**Data listing**.
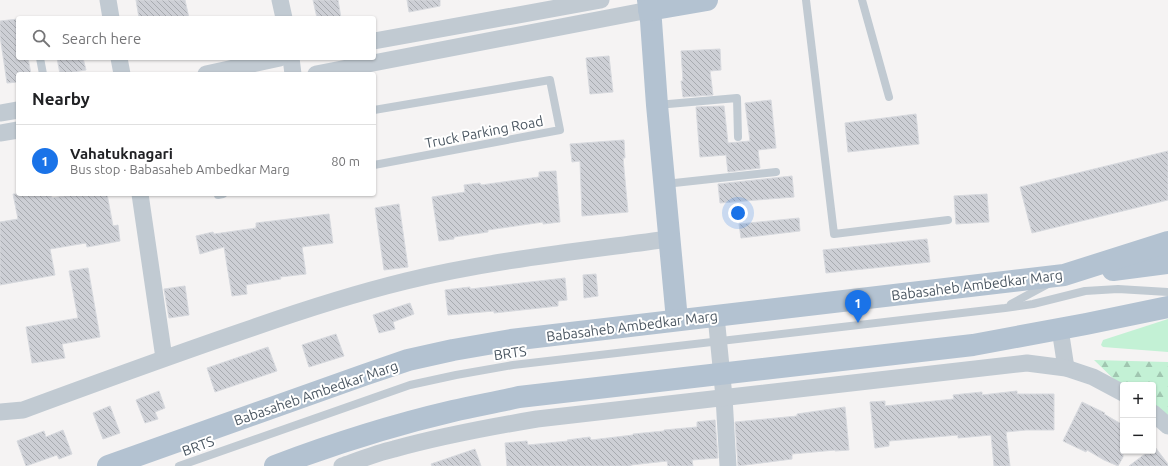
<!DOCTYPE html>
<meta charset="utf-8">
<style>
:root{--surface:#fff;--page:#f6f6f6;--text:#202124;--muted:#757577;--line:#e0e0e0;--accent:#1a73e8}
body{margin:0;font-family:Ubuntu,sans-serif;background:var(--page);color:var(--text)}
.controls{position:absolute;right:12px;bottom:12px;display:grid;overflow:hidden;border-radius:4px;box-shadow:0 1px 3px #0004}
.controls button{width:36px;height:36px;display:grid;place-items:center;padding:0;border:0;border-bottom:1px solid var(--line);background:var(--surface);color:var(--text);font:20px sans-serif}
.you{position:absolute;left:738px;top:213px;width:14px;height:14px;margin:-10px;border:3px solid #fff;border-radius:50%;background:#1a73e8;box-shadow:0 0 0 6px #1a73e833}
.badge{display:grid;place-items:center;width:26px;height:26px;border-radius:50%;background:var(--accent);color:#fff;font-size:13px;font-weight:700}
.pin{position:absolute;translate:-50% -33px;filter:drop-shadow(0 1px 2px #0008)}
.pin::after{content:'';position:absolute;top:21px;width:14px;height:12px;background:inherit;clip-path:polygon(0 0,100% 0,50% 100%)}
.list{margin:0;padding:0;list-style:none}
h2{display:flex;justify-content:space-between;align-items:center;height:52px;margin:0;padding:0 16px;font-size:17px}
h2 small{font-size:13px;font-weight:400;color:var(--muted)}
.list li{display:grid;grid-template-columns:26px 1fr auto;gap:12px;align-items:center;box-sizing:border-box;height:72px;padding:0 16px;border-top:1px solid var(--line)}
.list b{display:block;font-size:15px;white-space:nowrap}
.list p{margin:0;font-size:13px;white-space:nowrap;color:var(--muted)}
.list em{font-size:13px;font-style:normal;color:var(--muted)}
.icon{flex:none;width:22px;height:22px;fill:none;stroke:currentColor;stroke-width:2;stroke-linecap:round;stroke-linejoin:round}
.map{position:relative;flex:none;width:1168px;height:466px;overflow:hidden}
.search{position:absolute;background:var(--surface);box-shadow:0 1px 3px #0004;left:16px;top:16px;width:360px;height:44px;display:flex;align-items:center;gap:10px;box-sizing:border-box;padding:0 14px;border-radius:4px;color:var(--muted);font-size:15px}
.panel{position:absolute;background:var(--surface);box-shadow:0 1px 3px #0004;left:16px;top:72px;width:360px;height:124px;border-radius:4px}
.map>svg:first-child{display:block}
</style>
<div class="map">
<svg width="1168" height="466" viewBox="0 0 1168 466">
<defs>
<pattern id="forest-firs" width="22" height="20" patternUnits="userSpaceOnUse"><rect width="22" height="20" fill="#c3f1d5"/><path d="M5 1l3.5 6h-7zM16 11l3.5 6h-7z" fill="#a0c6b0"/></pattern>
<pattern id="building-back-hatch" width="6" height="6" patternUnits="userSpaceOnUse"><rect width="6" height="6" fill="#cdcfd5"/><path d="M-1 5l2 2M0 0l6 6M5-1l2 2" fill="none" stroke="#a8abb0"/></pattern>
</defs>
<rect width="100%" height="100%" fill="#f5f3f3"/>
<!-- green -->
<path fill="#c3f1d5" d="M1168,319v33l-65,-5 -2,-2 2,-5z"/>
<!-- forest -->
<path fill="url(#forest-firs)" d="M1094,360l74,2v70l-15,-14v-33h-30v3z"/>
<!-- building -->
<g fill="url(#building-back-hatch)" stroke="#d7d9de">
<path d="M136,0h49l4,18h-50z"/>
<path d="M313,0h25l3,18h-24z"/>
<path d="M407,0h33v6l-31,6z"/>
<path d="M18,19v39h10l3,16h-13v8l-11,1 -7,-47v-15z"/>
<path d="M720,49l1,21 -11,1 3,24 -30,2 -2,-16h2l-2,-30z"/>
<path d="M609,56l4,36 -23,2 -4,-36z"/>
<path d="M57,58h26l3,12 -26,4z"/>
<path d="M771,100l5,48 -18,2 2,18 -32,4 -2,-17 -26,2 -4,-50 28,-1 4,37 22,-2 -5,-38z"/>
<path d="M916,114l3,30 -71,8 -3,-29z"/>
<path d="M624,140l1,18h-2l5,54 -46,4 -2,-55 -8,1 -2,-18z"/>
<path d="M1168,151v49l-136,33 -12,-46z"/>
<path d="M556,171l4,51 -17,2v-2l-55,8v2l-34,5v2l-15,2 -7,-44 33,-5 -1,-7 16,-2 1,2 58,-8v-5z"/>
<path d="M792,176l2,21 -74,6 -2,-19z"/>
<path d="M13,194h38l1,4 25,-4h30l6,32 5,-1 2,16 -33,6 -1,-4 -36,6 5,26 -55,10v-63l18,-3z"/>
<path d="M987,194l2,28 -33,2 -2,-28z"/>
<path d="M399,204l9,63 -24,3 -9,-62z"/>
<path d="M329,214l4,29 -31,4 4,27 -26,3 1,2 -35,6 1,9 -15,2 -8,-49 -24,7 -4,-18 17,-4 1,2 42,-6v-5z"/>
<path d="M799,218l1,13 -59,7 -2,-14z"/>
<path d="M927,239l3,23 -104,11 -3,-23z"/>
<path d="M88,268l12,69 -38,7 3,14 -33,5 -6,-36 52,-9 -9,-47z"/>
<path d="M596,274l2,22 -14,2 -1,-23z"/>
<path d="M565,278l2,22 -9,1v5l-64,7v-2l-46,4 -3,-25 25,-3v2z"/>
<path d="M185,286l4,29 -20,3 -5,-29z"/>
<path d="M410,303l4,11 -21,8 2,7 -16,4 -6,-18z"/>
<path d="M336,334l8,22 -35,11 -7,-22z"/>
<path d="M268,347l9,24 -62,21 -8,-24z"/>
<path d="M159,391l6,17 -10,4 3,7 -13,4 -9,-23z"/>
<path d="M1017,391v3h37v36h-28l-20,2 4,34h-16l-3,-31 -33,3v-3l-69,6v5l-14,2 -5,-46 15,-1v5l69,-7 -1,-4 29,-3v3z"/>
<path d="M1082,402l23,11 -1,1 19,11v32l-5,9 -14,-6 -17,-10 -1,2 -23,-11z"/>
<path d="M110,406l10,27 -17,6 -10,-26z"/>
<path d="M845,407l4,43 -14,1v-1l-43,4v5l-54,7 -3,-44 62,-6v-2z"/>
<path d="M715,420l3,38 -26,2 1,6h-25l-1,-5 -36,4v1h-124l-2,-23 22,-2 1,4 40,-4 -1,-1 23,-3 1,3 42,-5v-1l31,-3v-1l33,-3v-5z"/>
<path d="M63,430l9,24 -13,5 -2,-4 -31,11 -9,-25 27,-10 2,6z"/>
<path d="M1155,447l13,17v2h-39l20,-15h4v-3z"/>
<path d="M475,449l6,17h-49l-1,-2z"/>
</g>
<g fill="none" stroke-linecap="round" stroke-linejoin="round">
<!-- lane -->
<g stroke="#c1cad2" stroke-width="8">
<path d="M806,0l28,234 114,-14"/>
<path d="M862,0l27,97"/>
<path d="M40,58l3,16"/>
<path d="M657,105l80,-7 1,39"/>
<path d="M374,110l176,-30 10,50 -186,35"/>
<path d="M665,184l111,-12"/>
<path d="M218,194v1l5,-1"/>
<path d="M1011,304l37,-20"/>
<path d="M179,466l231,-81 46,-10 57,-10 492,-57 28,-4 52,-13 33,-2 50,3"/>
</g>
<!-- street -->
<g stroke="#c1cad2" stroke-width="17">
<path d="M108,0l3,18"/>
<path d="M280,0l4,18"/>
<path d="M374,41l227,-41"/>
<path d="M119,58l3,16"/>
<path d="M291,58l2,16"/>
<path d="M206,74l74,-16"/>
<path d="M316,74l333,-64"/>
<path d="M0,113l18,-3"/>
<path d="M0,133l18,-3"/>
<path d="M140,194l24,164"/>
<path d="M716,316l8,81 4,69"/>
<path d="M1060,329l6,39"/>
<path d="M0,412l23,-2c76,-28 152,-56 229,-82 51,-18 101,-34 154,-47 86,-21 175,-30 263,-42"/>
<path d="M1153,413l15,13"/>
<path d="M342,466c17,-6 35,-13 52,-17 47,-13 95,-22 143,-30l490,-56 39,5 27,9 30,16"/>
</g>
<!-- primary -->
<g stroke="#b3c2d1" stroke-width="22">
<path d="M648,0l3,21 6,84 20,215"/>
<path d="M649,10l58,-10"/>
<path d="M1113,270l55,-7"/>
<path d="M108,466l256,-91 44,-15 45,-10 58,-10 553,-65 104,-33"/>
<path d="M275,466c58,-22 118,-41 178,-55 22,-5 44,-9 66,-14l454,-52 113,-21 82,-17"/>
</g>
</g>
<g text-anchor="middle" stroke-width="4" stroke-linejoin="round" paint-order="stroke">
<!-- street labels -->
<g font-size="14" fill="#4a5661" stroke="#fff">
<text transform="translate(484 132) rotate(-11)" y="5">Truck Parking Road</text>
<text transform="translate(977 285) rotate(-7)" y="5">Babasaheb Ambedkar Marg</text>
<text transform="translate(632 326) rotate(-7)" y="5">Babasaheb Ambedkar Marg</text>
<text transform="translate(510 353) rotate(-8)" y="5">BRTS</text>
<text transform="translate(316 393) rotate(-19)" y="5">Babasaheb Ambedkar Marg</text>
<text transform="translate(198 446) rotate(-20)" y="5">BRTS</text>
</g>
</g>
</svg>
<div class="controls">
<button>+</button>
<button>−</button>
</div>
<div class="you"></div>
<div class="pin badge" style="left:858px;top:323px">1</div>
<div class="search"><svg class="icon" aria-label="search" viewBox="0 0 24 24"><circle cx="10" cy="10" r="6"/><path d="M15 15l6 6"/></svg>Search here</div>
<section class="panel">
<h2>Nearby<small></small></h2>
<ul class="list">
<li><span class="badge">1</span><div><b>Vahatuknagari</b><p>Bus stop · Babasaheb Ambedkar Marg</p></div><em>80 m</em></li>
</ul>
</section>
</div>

**Your goal**.
Write out, exactly, the lines of the material from the very first through the line containing "solid #fff;border-radius:50%;background:#1a73e8;box-shadow:0 0", and leave out every picture.

**The completed task**.
<!DOCTYPE html>
<meta charset="utf-8">
<style>
:root{--surface:#fff;--page:#f6f6f6;--text:#202124;--muted:#757577;--line:#e0e0e0;--accent:#1a73e8}
body{margin:0;font-family:Ubuntu,sans-serif;background:var(--page);color:var(--text)}
.controls{position:absolute;right:12px;bottom:12px;display:grid;overflow:hidden;border-radius:4px;box-shadow:0 1px 3px #0004}
.controls button{width:36px;height:36px;display:grid;place-items:center;padding:0;border:0;border-bottom:1px solid var(--line);background:var(--surface);color:var(--text);font:20px sans-serif}
.you{position:absolute;left:738px;top:213px;width:14px;height:14px;margin:-10px;border:3px solid #fff;border-radius:50%;background:#1a73e8;box-shadow:0 0 0 6px #1a73e833}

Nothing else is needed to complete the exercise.